'''
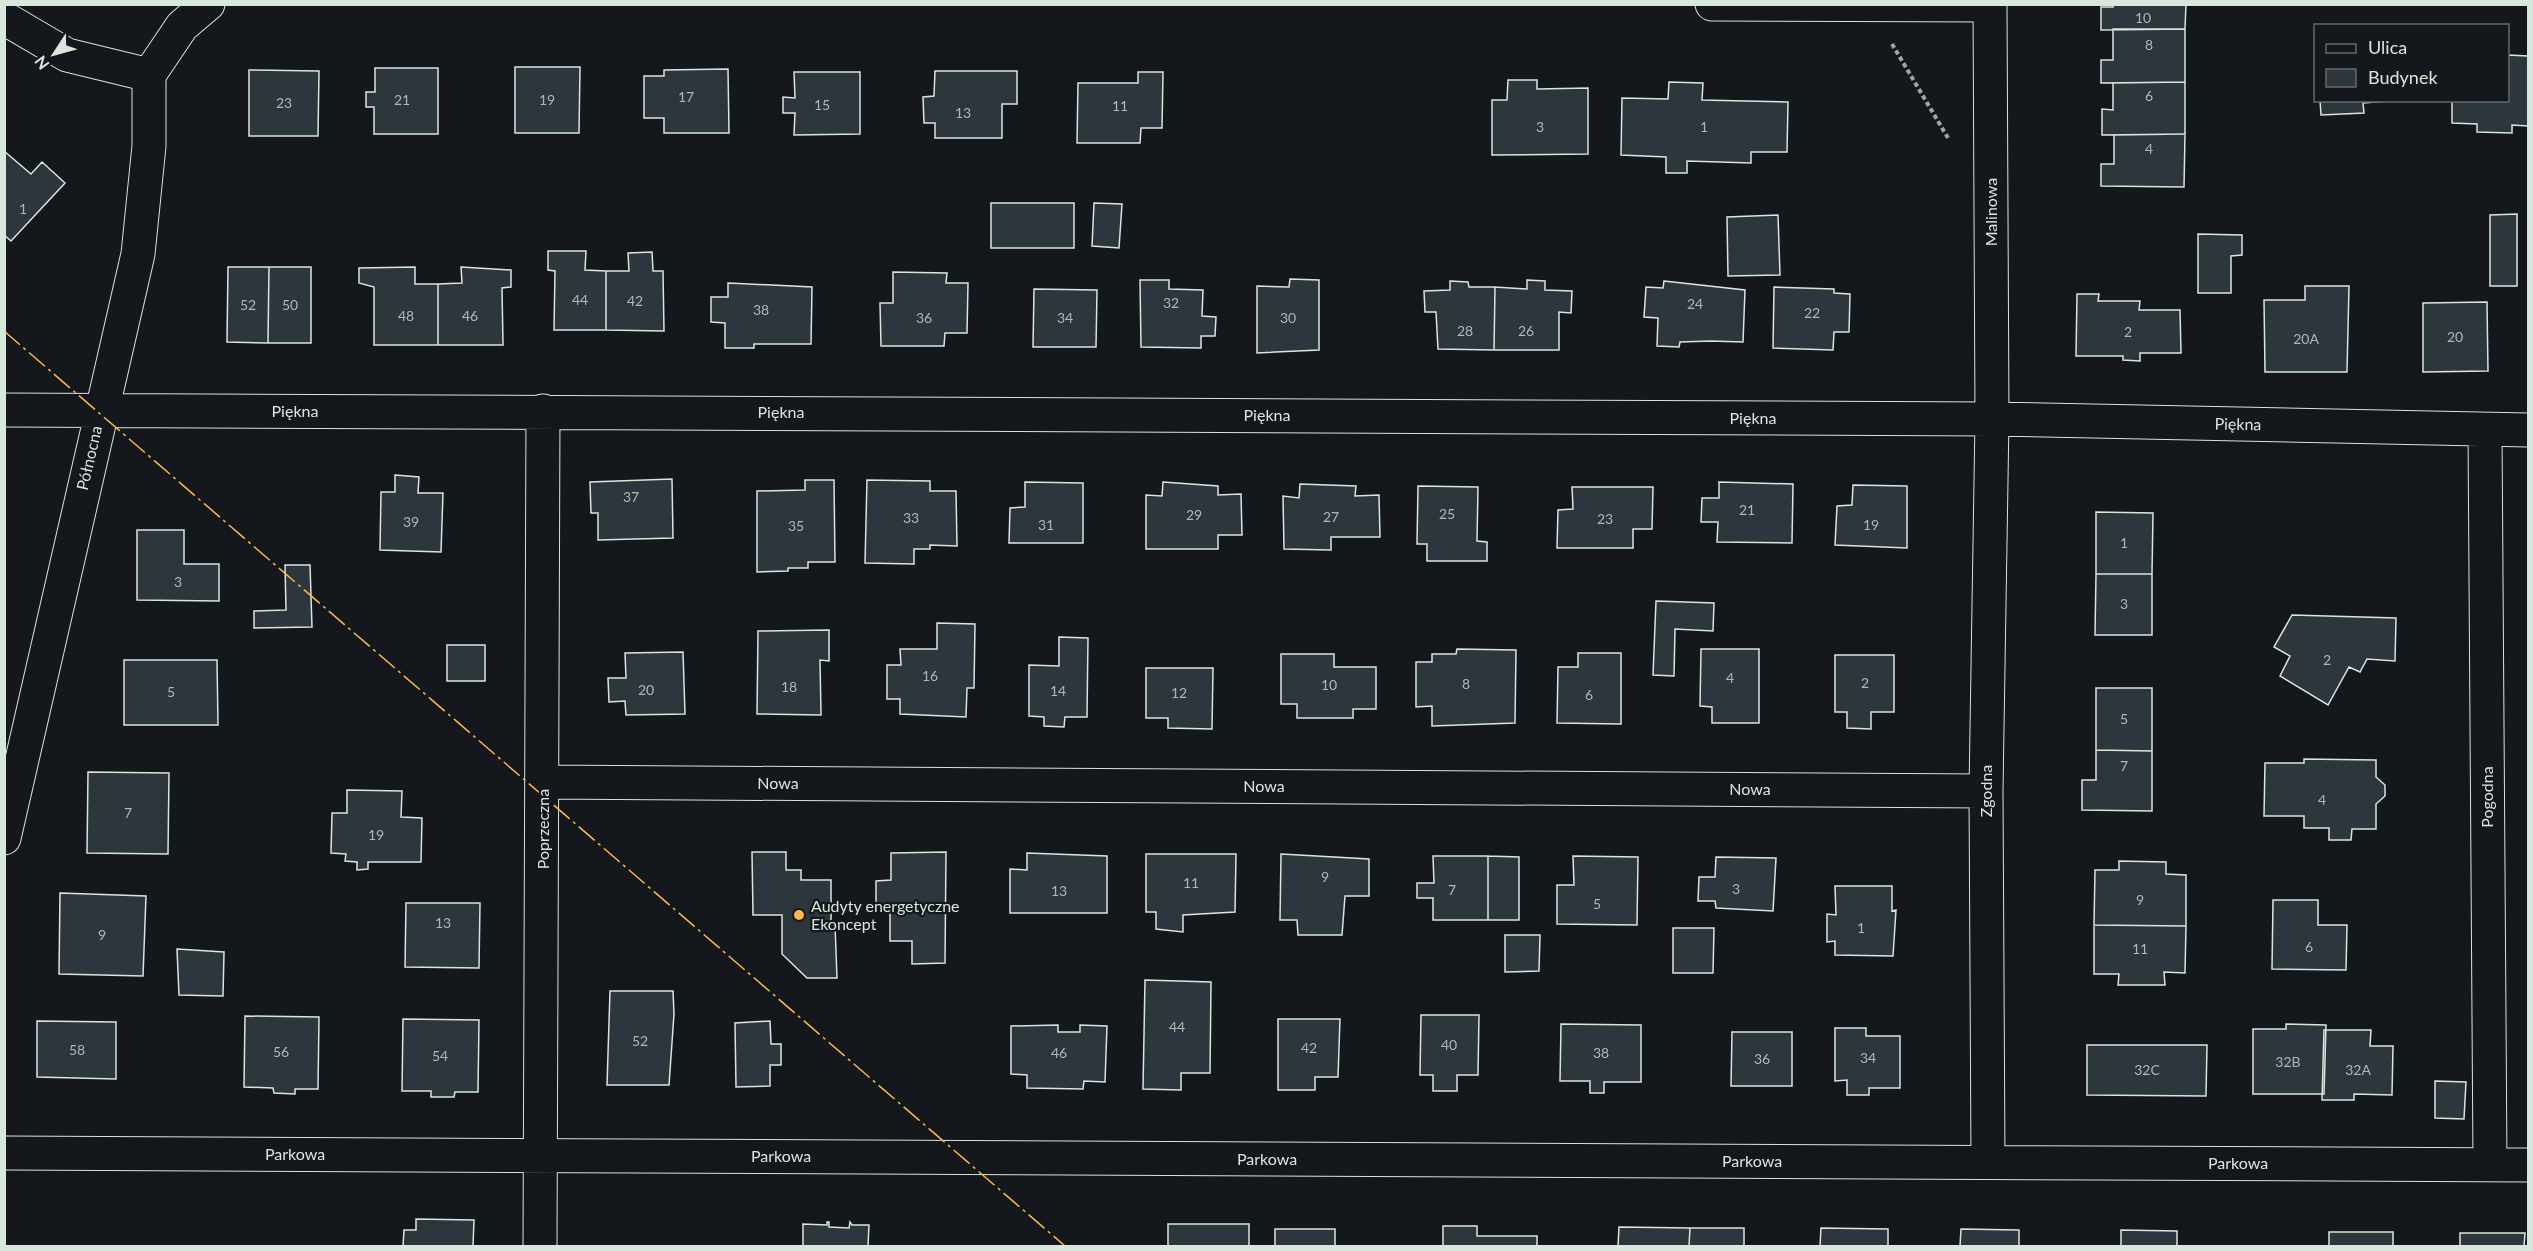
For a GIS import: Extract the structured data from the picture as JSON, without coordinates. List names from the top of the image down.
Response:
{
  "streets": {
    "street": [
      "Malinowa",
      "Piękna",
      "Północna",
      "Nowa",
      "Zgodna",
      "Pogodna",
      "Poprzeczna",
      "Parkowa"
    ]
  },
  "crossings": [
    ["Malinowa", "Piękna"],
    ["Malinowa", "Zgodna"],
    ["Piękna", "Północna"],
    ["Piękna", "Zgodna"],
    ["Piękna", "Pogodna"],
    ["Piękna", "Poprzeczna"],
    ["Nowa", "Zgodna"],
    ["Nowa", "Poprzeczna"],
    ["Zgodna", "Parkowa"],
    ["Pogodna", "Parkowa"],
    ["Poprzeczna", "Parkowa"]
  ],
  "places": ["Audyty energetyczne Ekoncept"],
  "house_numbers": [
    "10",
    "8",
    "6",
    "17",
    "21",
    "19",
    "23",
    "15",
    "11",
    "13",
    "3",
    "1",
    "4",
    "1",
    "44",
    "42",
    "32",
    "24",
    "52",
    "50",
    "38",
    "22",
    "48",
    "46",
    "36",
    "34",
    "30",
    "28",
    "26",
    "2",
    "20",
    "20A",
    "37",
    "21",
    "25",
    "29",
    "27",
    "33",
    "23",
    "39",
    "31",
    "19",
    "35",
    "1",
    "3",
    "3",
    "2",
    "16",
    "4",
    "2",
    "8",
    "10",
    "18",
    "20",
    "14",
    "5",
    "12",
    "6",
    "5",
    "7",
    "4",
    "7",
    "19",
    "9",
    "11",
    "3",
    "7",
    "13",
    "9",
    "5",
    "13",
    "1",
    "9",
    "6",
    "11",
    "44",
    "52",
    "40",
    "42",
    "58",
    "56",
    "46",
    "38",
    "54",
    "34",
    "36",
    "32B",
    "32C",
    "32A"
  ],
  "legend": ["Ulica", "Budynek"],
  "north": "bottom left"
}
'''
EXERCISE REQUIREMENTS: Only lines of the data holding the word "Piękna" go in the answer. Please copy each of them.

ANSWER TO THIS PROBLEM:
      "Piękna",
    ["Malinowa", "Piękna"],
    ["Piękna", "Północna"],
    ["Piękna", "Zgodna"],
    ["Piękna", "Pogodna"],
    ["Piękna", "Poprzeczna"],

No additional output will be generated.